PROBLEM REQUIREMENTS >>
Each of the lines below must be retyped character for character.

(Stored data)
[Start of section]
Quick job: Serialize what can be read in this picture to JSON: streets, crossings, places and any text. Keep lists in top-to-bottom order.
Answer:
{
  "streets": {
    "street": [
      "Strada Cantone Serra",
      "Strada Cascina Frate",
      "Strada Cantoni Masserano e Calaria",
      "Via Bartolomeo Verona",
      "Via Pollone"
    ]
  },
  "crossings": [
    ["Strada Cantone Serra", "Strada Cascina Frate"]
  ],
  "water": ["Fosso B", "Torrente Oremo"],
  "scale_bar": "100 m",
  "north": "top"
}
[End of section]
YOUR SOLUTION >>
Quick job: Serialize what can be read in this picture to JSON: streets, crossings, places and any text. Keep lists in top-to-bottom order.
Answer:
{
  "streets": {
    "street": [
      "Strada Cantone Serra",
      "Strada Cascina Frate",
      "Strada Cantoni Masserano e Calaria",
      "Via Bartolomeo Verona",
      "Via Pollone"
    ]
  },
  "crossings": [
    ["Strada Cantone Serra", "Strada Cascina Frate"]
  ],
  "water": ["Fosso B", "Torrente Oremo"],
  "scale_bar": "100 m",
  "north": "top"
}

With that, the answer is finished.